#### What is being asked:
Copy out each line of the data that holds the word "they".

#### Given information:
_ _ _ _ _

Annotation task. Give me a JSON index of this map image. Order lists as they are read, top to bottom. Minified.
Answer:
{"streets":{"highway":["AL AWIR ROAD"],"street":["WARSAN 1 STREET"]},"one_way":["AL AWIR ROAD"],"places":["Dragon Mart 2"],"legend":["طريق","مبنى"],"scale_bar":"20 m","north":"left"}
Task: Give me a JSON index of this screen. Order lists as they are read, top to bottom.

_ _ _ _ _

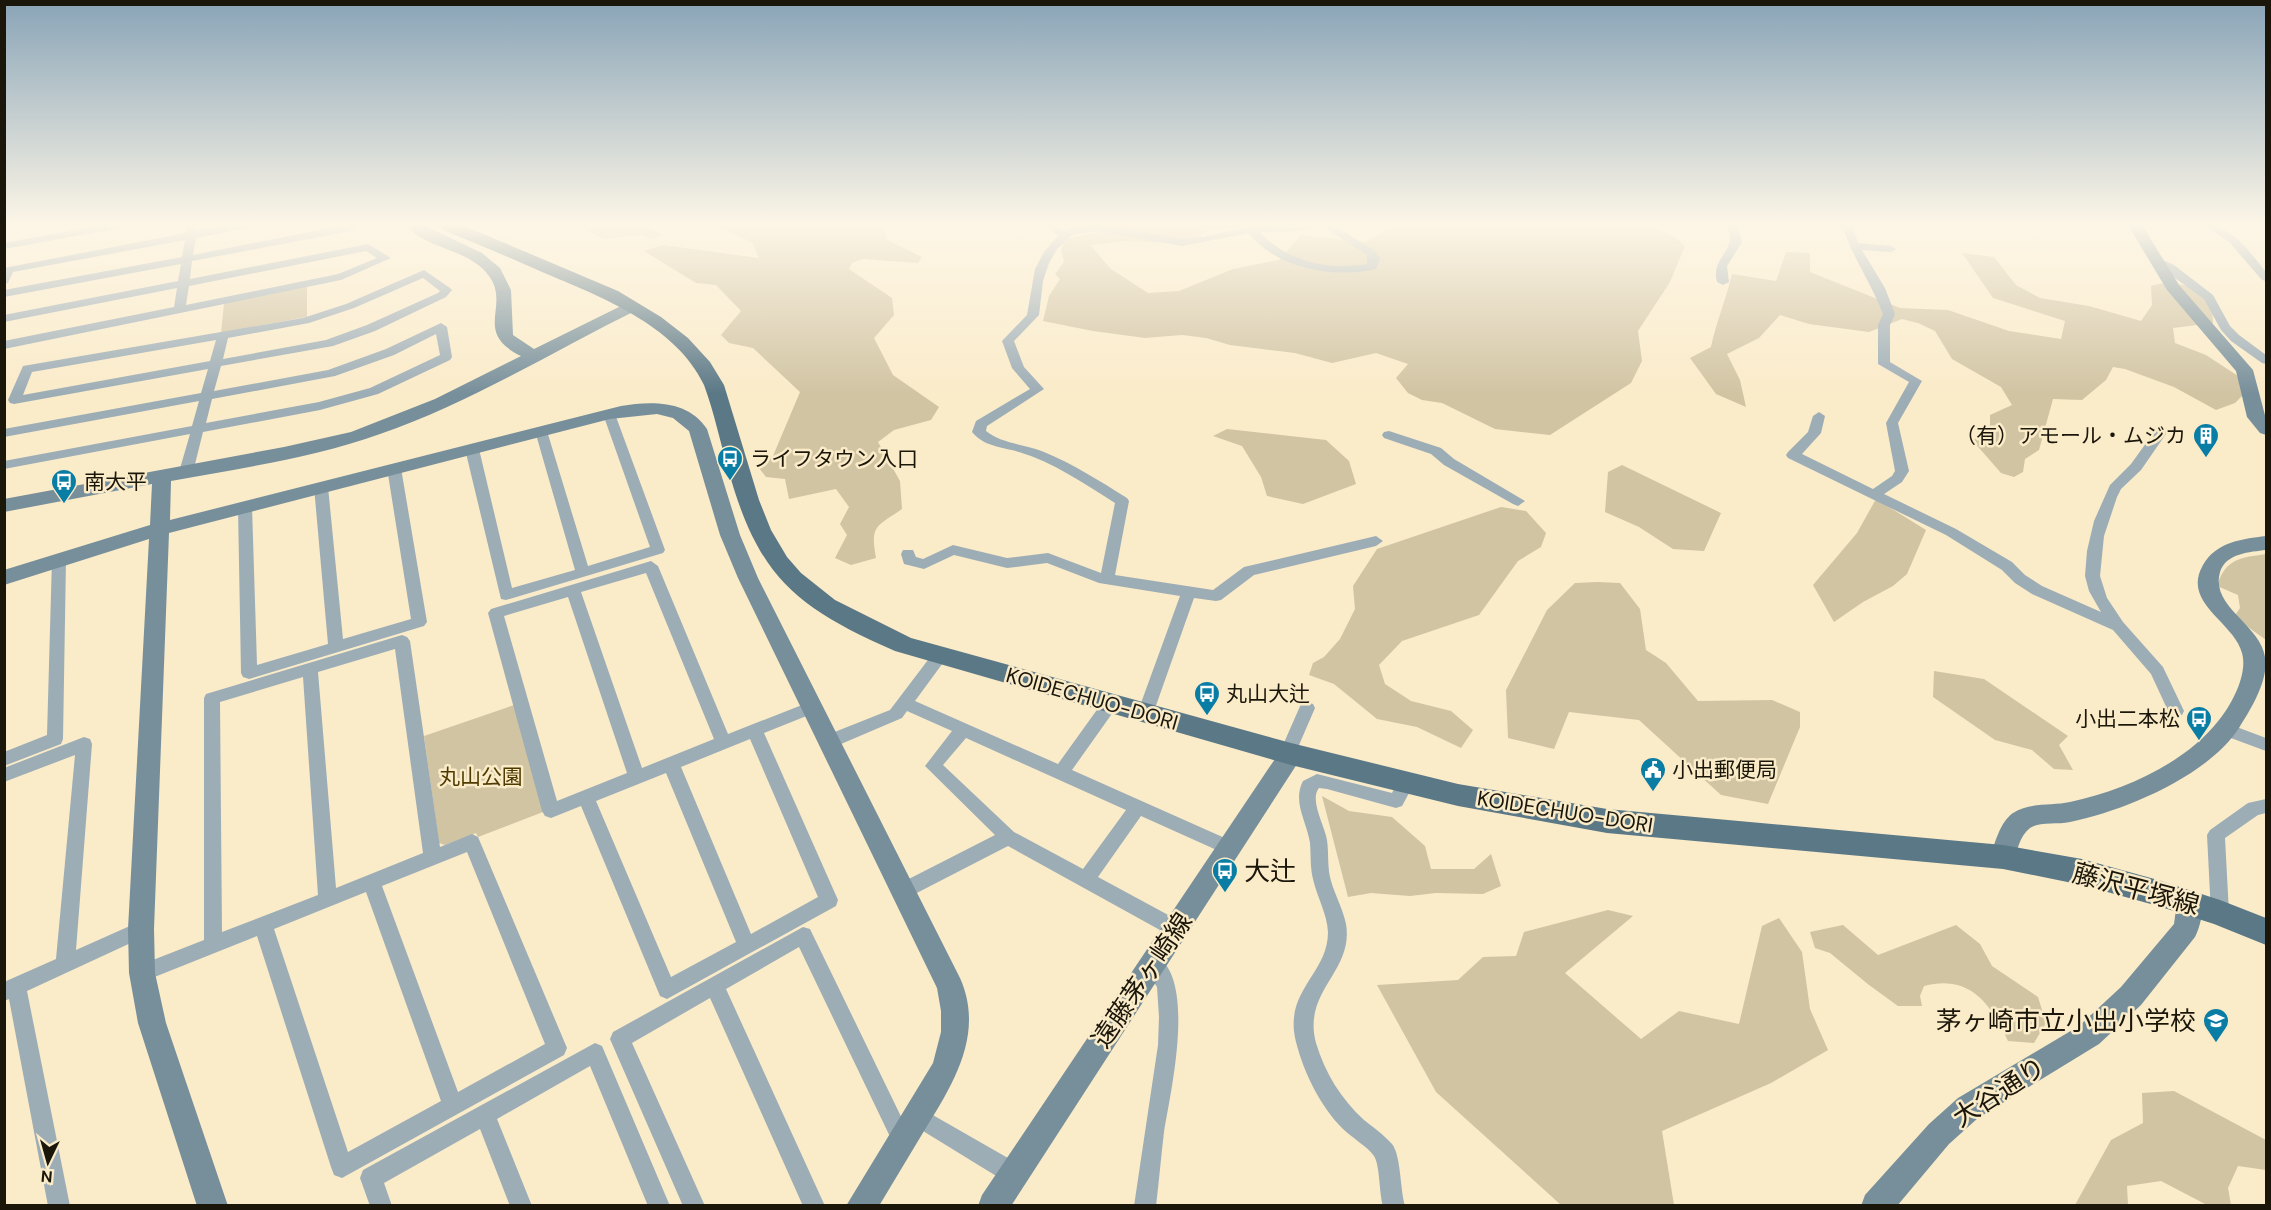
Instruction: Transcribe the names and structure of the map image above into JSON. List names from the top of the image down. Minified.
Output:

_ _ _ _ _

#### Result of the task:
Annotation task. Give me a JSON index of this map image. Order lists as they are read, top to bottom. Minified.
Task: Give me a JSON index of this screen. Order lists as they are read, top to bottom.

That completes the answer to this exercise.